At Rest in the Sanctuary of the Soul

At Rest in the Sanctuary of the Soul October 8, 2011

My thanks to the folks at Patheos for an invitation to participate in an on-line roundtable devoted to Richard Foster’s Sanctuary of the Soul.  Foster issues a fresh invitation to journey into God through meditative prayer. Exploring the way in which Scripture, icons, silence, and other practices can serve us on that journey, Foster succeeds in teaching us to pray without losing sight of the real invitation: a life of intimacy with God in Christ.  The post that follows is not a review, but a reaction to Foster’s work.  For more on Foster’s book and the reaction of other contributors to the roundtable go to:

http://www.patheos.com/Book-Club/Richard-J-Foster-Sanctuary-of-the-Soul.html

Richard Foster has been a reliable and thoughtful guide to the spiritual life and his new work, Sanctuary of the Soul, is no exception.  Of course, there is no introduction to prayer and meditation that can completely assuage the fears of its readers.  Meditation and prayer is not the natural environment of most Americans.  We are an activist, engineering, and inventive culture.  And the prospect of silence and reflection can be off-putting.

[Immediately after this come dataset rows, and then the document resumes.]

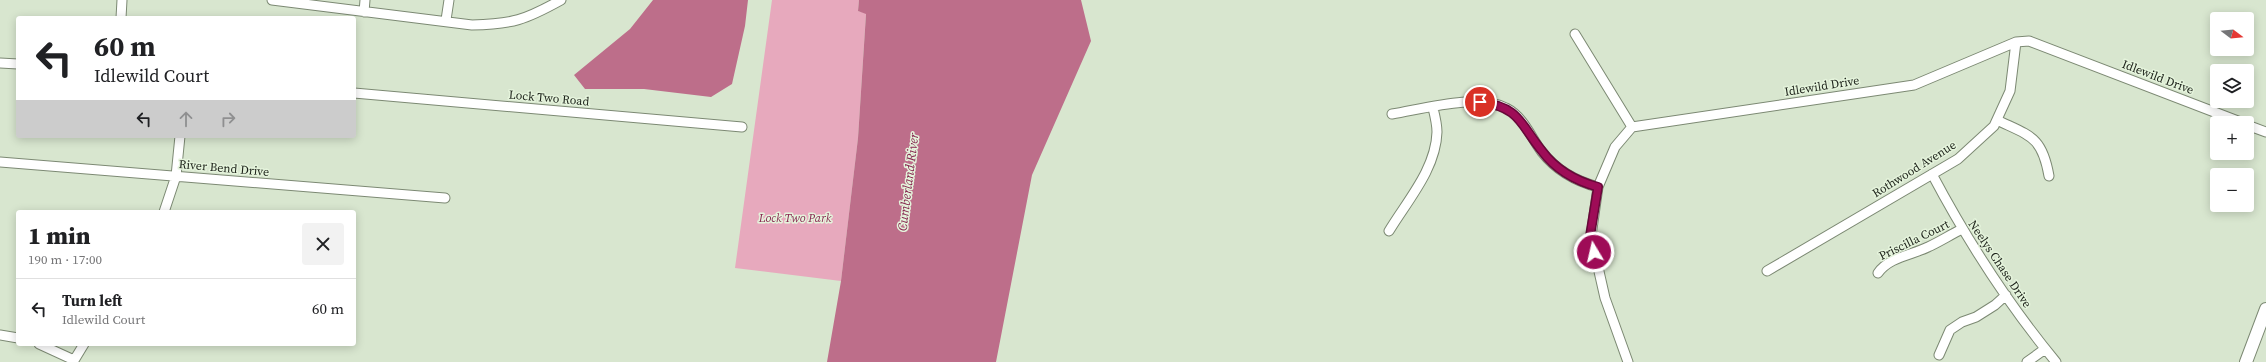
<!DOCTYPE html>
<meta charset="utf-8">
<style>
:root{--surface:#fff;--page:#f2f2f2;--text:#202124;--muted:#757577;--line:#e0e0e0}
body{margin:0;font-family:"Source Serif 4",serif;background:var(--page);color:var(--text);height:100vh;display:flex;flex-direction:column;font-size:15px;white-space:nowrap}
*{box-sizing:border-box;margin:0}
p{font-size:13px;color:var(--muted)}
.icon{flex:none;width:22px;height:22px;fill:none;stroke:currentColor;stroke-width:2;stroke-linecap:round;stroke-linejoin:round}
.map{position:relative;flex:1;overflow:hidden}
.drawer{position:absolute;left:16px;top:210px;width:340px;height:136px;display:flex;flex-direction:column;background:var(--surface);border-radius:4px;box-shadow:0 2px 10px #0003}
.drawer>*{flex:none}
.hud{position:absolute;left:16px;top:16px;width:340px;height:122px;border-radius:4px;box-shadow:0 2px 10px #0003;background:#fff;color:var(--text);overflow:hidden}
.needle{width:26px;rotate:106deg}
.buttons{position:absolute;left:2210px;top:12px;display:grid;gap:8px}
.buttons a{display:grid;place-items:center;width:44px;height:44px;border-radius:4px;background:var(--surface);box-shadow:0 2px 10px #0003;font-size:20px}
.pin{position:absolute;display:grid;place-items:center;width:34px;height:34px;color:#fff;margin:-17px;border:2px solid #fff;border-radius:50%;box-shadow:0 1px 4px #0007}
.me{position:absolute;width:44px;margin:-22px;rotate:351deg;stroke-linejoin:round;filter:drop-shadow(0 0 3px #0008)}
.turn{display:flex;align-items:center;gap:14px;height:84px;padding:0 12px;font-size:18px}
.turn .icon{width:52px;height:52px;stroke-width:2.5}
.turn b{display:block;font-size:28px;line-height:34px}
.lanes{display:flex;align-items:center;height:38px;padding:0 12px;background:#0003;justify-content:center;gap:20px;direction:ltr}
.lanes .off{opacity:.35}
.round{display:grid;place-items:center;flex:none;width:42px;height:42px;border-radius:4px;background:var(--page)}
.headline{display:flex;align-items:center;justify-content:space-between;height:68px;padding:0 12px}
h1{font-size:24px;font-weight:800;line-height:30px}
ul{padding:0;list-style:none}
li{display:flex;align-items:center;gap:12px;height:60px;padding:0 12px;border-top:1px solid var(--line)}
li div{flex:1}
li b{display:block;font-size:15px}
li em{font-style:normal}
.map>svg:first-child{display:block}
.green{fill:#e7a9bd}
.water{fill:#bd6e8a}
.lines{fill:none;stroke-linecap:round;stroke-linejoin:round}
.minor-casing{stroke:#7c8973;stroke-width:11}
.secondary-casing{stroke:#7c8973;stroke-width:14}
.minor{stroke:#fff;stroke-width:9}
.secondary{stroke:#fff;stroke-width:12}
.route-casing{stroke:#670839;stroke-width:10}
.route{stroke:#9e0c57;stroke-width:7}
.labels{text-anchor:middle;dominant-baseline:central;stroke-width:3;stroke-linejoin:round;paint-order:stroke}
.street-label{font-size:12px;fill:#1c2119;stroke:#e5f4dc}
.park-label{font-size:12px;font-style:italic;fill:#882851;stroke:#e5f4dc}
.water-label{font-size:13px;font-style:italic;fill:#86264f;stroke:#e5f4dc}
</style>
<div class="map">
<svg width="2266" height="362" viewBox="0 0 2266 362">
<rect width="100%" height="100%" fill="#d8e6cf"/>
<path class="green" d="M772 0H859L858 11 866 13 858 138 841 281 735 268Z"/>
<path class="water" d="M653 0H748L745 26 732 84 711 97 644 89H585L574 75 630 29Z
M859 0H1081L1091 41 1032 175 996 362H827L841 281 858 138 866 14 858 11Z"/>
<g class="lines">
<g class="minor-casing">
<path id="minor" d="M272 0 472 25C513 24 525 20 561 0
M364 12 365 0
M121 18 122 0
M446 20 449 0
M1575 34 1632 127
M0 63 18 64
M354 93 742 127
M1392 114C1423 109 1478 93 1506 108 1524 117 1531 138 1542 152 1557 171 1575 181 1598 187
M1997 120C2030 136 2042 136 2049 176
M2247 125 2266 132
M0 162 445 198
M1932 174C1967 240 2008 304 2056 362
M164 212 176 176 180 136
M1389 231C1407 201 1436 169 1437 132 1437 124 1435 116 1433 108
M1767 271 1958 159 1994 126 2010 91 2016 42
M1878 273C1889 257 1912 255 1928 247 1939 242 1950 235 1962 229
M0 335 18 338
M39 344 74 360
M1939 355 1950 330 1962 322 1976 317 1995 305 2006 295
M73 362 84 344
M1628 362 1605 298 1591 236 1598 187 1615 147 1632 127 1914 85 2016 42 2029 41 2243 123
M2027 362 2045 349"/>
</g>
<g class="secondary-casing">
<path id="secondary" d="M2246 362 2266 309"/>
</g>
<use href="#minor" class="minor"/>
<use href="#secondary" class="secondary"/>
</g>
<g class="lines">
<g class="route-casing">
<path id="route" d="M1480 102C1520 107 1520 124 1542 151 1556 170 1576 181 1598 187L1590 236 1594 252"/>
</g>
<use href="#route" class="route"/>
</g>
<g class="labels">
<g class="street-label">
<text transform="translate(2158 77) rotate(21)">Idlewild Drive</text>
<text transform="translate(1822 86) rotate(-9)">Idlewild Drive</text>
<text transform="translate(549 98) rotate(5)">Lock Two Road</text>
<text transform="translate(224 168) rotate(5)">River Bend Drive</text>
<text transform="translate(1914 169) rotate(-32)">Rothwood Avenue</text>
<text transform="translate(1914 240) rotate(-26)">Priscilla Court</text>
<text transform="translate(2000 264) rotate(56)">Neelys Chase Drive</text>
</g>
<g class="park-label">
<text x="795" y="218">Lock Two Park</text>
</g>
<g class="water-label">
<text transform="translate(908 182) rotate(-83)">Cumberland River</text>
</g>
</g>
</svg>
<div class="buttons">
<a><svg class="needle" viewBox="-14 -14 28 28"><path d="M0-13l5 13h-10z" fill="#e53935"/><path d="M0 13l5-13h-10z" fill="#757577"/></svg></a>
<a><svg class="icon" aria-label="layers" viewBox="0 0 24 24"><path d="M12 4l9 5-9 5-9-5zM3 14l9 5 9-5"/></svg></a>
<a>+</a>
<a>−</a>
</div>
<div class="pin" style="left:1480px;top:102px;background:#d93025"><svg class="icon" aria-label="arrive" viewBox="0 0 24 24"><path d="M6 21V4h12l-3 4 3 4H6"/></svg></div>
<svg class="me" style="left:1594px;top:252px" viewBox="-20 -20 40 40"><circle r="17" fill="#9e0c57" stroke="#fff" stroke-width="3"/><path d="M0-11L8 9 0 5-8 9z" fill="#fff"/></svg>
<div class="hud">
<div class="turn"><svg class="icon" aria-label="left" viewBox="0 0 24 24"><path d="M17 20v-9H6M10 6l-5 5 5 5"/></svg><div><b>60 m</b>Idlewild Court</div></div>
<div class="lanes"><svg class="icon" aria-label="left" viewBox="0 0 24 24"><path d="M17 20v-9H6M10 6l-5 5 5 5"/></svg><svg class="icon off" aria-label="ahead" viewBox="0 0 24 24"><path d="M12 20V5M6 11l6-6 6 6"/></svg><svg class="icon off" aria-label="right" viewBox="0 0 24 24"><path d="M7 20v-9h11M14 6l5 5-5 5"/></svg></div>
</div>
<section class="drawer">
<div class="headline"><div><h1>1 min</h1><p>190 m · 17:00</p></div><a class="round"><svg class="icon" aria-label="close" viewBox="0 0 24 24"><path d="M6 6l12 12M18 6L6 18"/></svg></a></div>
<ul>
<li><svg class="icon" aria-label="left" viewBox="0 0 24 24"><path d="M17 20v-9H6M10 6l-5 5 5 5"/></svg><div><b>Turn left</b><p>Idlewild Court</p></div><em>60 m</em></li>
</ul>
</section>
</div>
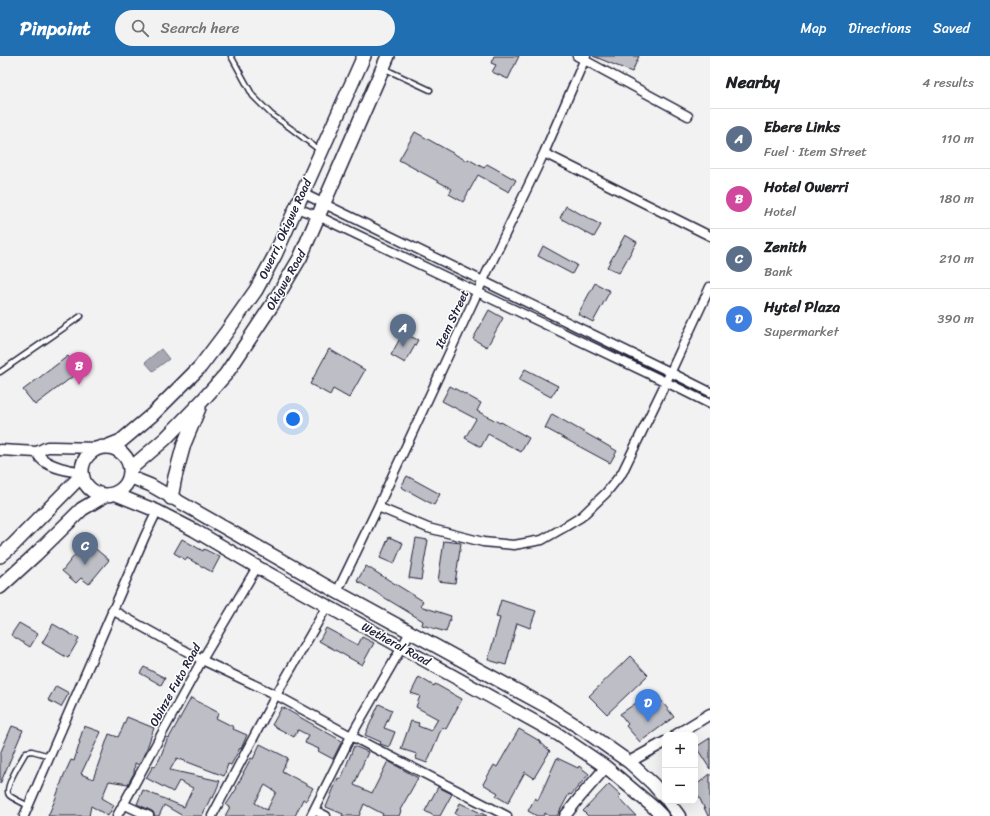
<!DOCTYPE html>
<meta charset="utf-8">
<style>
:root{--surface:#fff;--page:#f2f2f2;--text:#202124;--muted:#757577;--line:#e0e0e0;--accent:#1f6fb2}
body{margin:0;font-family:Sriracha,sans-serif;background:var(--page);color:var(--text)}
.controls{position:absolute;right:12px;bottom:12px;display:grid;overflow:hidden;border-radius:8px;box-shadow:0 4px 16px #0002}
.controls button{width:36px;height:36px;display:grid;place-items:center;padding:0;border:0;border-bottom:1px solid var(--line);background:var(--surface);color:var(--text);font:20px sans-serif}
.you{position:absolute;left:293px;top:363px;width:14px;height:14px;margin:-10px;border:3px solid #fff;border-radius:50%;background:#1a73e8;box-shadow:0 0 0 6px #1a73e833}
.badge{display:grid;place-items:center;width:26px;height:26px;border-radius:50%;background:var(--accent);color:#fff;font-size:13px;font-weight:700}
.pin{position:absolute;translate:-50% -33px;filter:drop-shadow(0 1px 2px #0008)}
.pin::after{content:'';position:absolute;top:21px;width:14px;height:12px;background:inherit;clip-path:polygon(0 0,100% 0,50% 100%)}
.list{margin:0;padding:0;list-style:none}
h2{display:flex;justify-content:space-between;align-items:center;height:52px;margin:0;padding:0 16px;font-size:17px}
h2 small{font-size:13px;font-weight:400;color:var(--muted)}
.list li{display:grid;grid-template-columns:26px 1fr auto;gap:12px;align-items:center;box-sizing:border-box;height:60px;padding:0 16px;border-top:1px solid var(--line)}
.list b{display:block;font-size:15px;white-space:nowrap}
.list p{margin:0;font-size:13px;white-space:nowrap;color:var(--muted)}
.list em{font-size:13px;font-style:normal;color:var(--muted)}
.icon{flex:none;width:22px;height:22px;fill:none;stroke:currentColor;stroke-width:2;stroke-linecap:round;stroke-linejoin:round}
.map{position:relative;flex:none;width:710px;height:760px;overflow:hidden}
header{display:flex;align-items:center;gap:24px;box-sizing:border-box;height:56px;padding:0 20px;background:var(--accent);color:#fff}
header strong{font-size:19px}
nav{display:flex;gap:22px;margin-inline-start:auto;font-size:14px}
.search{width:280px;height:36px;background:var(--page);display:flex;align-items:center;gap:10px;box-sizing:border-box;padding:0 14px;border-radius:22px;color:var(--muted);font-size:15px}
main{display:flex}
aside{flex:1;background:var(--surface)}
.map>svg:first-child{display:block}
.water{fill:#a8a8b2;stroke:#727282}
.building{fill:#bebec6;stroke:#22223b;fill-rule:evenodd}
.lines{fill:none;stroke-linecap:round;stroke-linejoin:round}
.service-casing{stroke:#22223b;stroke-width:7}
.minor-casing{stroke:#22223b;stroke-width:11}
.tertiary-casing{stroke:#22223b;stroke-width:13}
.secondary-casing{stroke:#22223b;stroke-width:15}
.primary-casing{stroke:#22223b;stroke-width:16}
.service{stroke:#fff;stroke-width:4}
.minor{stroke:#fff;stroke-width:8}
.tertiary{stroke:#fff;stroke-width:10}
.secondary{stroke:#fff;stroke-width:12}
.primary{stroke:#fff;stroke-width:13}
.labels{text-anchor:middle;dominant-baseline:central;stroke-width:3;stroke-linejoin:round;paint-order:stroke}
.street-label{font-size:12px;fill:#22223b;stroke:#fff}
</style>
<header>
<strong>Pinpoint</strong>
<div class="search"><svg class="icon" aria-label="search" viewBox="0 0 24 24"><circle cx="10" cy="10" r="6"/><path d="M15 15l6 6"/></svg>Search here</div>
<nav><a>Map</a><a>Directions</a><a>Saved</a></nav>
</header>
<main>
<div class="map">
<svg width="710" height="760" viewBox="0 0 710 760">
<rect width="100%" height="100%" fill="#f2f2f3"/>
<filter id="ink" filterUnits="userSpaceOnUse"><feTurbulence type="fractalNoise" baseFrequency=".025" numOctaves="2"/><feDisplacementMap in="SourceGraphic" scale="8" xChannelSelector="R" yChannelSelector="G"/><feConvolveMatrix kernelMatrix="1 2 1 2 8 2 1 2 1" color-interpolation-filters="sRGB"/></filter>
<g filter="url(#ink)">
<path class="water" d="M161 293 169 303 153 315 145 306Z"/>
<path class="building" d="M494 0H519L508 23 492 16 496 9 491 7Z
M593 0H639L632 16Z
M415 76 467 105 468 103 484 112 487 108 516 124 509 136 478 119 463 146 449 138 452 133 399 104Z
M566 150 601 169 594 181 560 162Z
M625 179 637 186 619 217 607 211Z
M543 190 577 209 572 218 538 200Z
M595 227 610 235 593 266 578 258Z
M489 254 503 262 487 291 473 283Z
M403 277 418 284 405 307 391 299Z
M329 293 365 314 349 342 333 333 330 339 310 328Z
M68 300 80 315 35 349 23 334Z
M525 313 558 330 551 341 519 324Z
M450 330 481 347 477 355 500 367 501 366 529 382 521 396 488 378 481 391 465 382 476 363 442 345Z
M552 358 617 395 610 407 545 372Z
M407 420 440 438 434 449 401 431Z
M389 481 403 487 394 508 380 502Z
M416 482 428 484 421 524 409 522Z
M182 483 203 495 204 493 220 501 212 516 187 502 186 504 174 497Z
M86 485 109 504 89 528 81 522 76 527 62 515Z
M444 485 461 487 455 527 438 525Z
M366 510 423 545 420 550 451 560 446 576 422 569 423 565 357 525Z
M501 544 536 555 530 572 517 567 506 609 488 604 500 562 496 561Z
M19 567 38 578 30 591 11 579Z
M53 568 79 583 68 602 42 587Z
M326 572 358 589 362 581 374 587 362 609 319 585Z
M630 600 648 619 607 658 589 640Z
M144 611 165 622 161 629 140 617Z
M419 621 434 630 435 628 462 643 446 673 442 671 427 707 416 703 417 698 401 693 411 665 419 667 418 670 431 675 438 663 416 651 420 640 411 637Z
M56 630 69 637 61 651 48 644Z
M191 642 219 657 216 662 234 671 233 673 247 679 241 693 240 692 231 709 228 708 224 720 177 702 170 714 220 725 213 742 211 741 202 760H183L164 749 159 760H154V757L152 755 137 748 143 734 184 751 193 732 179 725 173 736 146 722 153 710 155 711 160 702 168 681 169 682Z
M660 643 674 661 640 686 626 670 628 668 620 658 636 647 643 656Z
M379 648 392 654 384 672 395 676 389 691 380 688 381 686 365 679Z
M282 651 342 685 333 703 318 695 319 693 305 687 308 679 298 674 294 681 272 669Z
M127 661 154 672 147 692 141 705 139 709 135 707 134 717 128 728 109 725 102 742 114 749 108 760 91 750 89 760H48L55 744 64 719 71 704 74 705 80 686H79L84 670 101 676 81 718 93 723 109 678 118 681 122 673Z
M12 670 23 674 0 728V698Z
M519 673 538 684 550 695 534 722 525 716 508 747 496 740 498 737 483 728 494 709 497 711Z
M710 682V713L696 691Z
M260 688 288 702 282 715 313 732 306 745 303 743 295 760H225L230 751 226 749 237 732 236 731 244 717H243L251 702 253 703ZM265 729 276 736 267 754 255 747Z
M354 690 368 696 354 729 372 737 388 705 418 722 400 754 401 755 399 760H382L383 758 364 748 359 760H342L343 758 326 751 338 722 341 723Z
M557 702 578 712 579 710 589 718 571 739 569 738 557 760H549L545 757 543 760H537L528 755 535 742 538 744Z
M710 718V760H708L698 739 695 742V730Z
M609 728 621 739 618 741 636 760H588L583 755Z
M438 731 452 738 440 760H434L425 755Z
M460 747 487 760H460L455 758Z"/>
<g class="lines">
<g class="service-casing">
<path id="service" d="M231 0 253 40 271 58 293 74 319 94
M385 13 430 34
M0 316 81 260
M28 750C24 747 11 742 9 739 3 733 22 703 26 696L32 695 50 700"/>
</g>
<g class="minor-casing">
<path id="minor" d="M577 0 688 60
M544 97 710 180
M302 137 670 316 710 336
M296 152 318 160 666 326 710 348
M378 451 428 472 483 486 514 489 542 484 563 472 581 461 606 437 622 417 666 326 710 231
M337 536 378 451 478 235 544 97 586 0
M112 554 202 604 276 639 351 680 507 760
M123 748 149 760
M314 754 326 760
M24 760 145 480 157 455
M117 760 202 604 257 511
M212 760 276 639 327 550
M311 760 351 680 402 591 410 576"/>
</g>
<g class="tertiary-casing">
<path id="tertiary" d="M0 394 37 396 47 391H53L99 392
M37 396C39 399 40 402 43 404 52 411 69 415 80 416
M676 679 710 658
M629 706 665 686
M565 760 580 741 606 711"/>
</g>
<g class="secondary-casing">
<path id="secondary" d="M130 421 150 429 337 536 549 652 585 675 629 706 653 728 665 742
M115 438 157 455 194 474 257 511 559 679 606 711 652 750 662 760
M668 745 679 760"/>
</g>
<g class="primary-casing">
<path id="primary" d="M82 415a24 24 0 1 1 48 0a24 24 0 1 1-48 0Z
M106 391 121 385 152 359 200 311 225 278 256 234 275 199 364 0
M130 413 165 383 202 345 226 318 272 249 300 202 388 0
M171 442 175 421 184 388 199 352
M0 500 13 489 81 420
M0 531 35 499 82 453 104 440"/>
</g>
<use href="#service" class="service"/>
<use href="#minor" class="minor"/>
<use href="#tertiary" class="tertiary"/>
<use href="#secondary" class="secondary"/>
<use href="#primary" class="primary"/>
</g>
</g>
<g class="labels">
<g class="street-label">
<text transform="translate(285 173) rotate(-65)">Owerri, Okigwe Road</text>
<text transform="translate(286 224) rotate(-60)">Okigwe Road</text>
<text transform="translate(452 263) rotate(-65)">Item Street</text>
<text transform="translate(396 588) rotate(29)">Wetheral Road</text>
<text transform="translate(175 629) rotate(-61)">Obinze Futo Road</text>
</g>
</g>
</svg>
<div class="controls">
<button>+</button>
<button>−</button>
</div>
<div class="you"></div>
<div class="pin badge" style="left:403px;top:291px;background:#5c6f8a">A</div>
<div class="pin badge" style="left:79px;top:329px;background:#d1479c">B</div>
<div class="pin badge" style="left:85px;top:509px;background:#5c6f8a">C</div>
<div class="pin badge" style="left:648px;top:666px;background:#3f7fe0">D</div>
</div>
<aside>
<h2>Nearby<small>4 results</small></h2>
<ul class="list">
<li><span class="badge" style="background:#5c6f8a">A</span><div><b>Ebere Links</b><p>Fuel · Item Street</p></div><em>110 m</em></li>
<li><span class="badge" style="background:#d1479c">B</span><div><b>Hotel Owerri</b><p>Hotel</p></div><em>180 m</em></li>
<li><span class="badge" style="background:#5c6f8a">C</span><div><b>Zenith</b><p>Bank</p></div><em>210 m</em></li>
<li><span class="badge" style="background:#3f7fe0">D</span><div><b>Hytel Plaza</b><p>Supermarket</p></div><em>390 m</em></li>
</ul>
</aside>
</main>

I was struck then by Foster’s caution, which I have often given to others as well: “Be gentle with yourself.”. That is sage advice.  But it also requires a bit of added explanation, because heard in isolation, it sounds like a tautology: “Be serious, thoughtful, focused, but then, again, don’t be.”  Knowing how careful Foster has been himself and — sensing the pastoral tone of this new book — I am reasonably confident he would agree.  So, for those who are drawn to the promise of intimacy with Jesus, but find the path into that intimacy far too daunting, allow me to offer my own take on what it means to “be gentle with yourself.”

One, remember, you know what you know when you know it…the great gift of listening to veteran pilgrims is that they are familiar with the turns and pitfalls along the way.  The spiritual life is open to anyone who has a passion for a relationship with God, but it helps to have a guide.  The difficulty, however, is that it is perilously easy to be discouraged by the seemingly dramatic difference between our own spiritual condition and the condition of those who have preceded us.  So, being gentle with yourself involves remembering you know what you know when you know it.  Ignorance of the road ahead is no sin.  Failing to act on what you have learned is.  Embrace the experiences you have had.  Let them shape you.

Two, resist the temptation to indulge endless postmortems…if what you know now is what is important, then regrets are a distraction.  Release the mistakes you have made along the way, embrace God’s forgiveness, and forge ahead.  You wouldn’t berate a small child for failing to keep pace with you.  God will not treat you in that fashion.

Three, don’t compare your progress with others.  Recently a colleague observed, “if you compare, you will despair”  and “comparing our insides with someone’s outsides” is particularly innervating. Each of us is God’s gift to the world in the making.  In that way, comparisons are irrelevant.  The life that is your gift is yours alone, with it’s own path.

Four, receive what you are given with gratitude and joy…The spiritual life is not a forced march, it is a journey into wonder.  When we begin thinking of it as a forced march we brutalize the experience.  The reassurance Jesus gives his followers that his “yoke is easy, his burden light,” were words of comfort spoken to a religious world that had lost it’s way in the effort to be faithful.

Fifth and finally, rest where you are.  You cannot force or engineer intimacy with God.  All you do is rest into it.  The good news is that Jesus has promised to be there when you do.

And therein lies the deepest wisdom of the advice, “Be gentle with yourself.”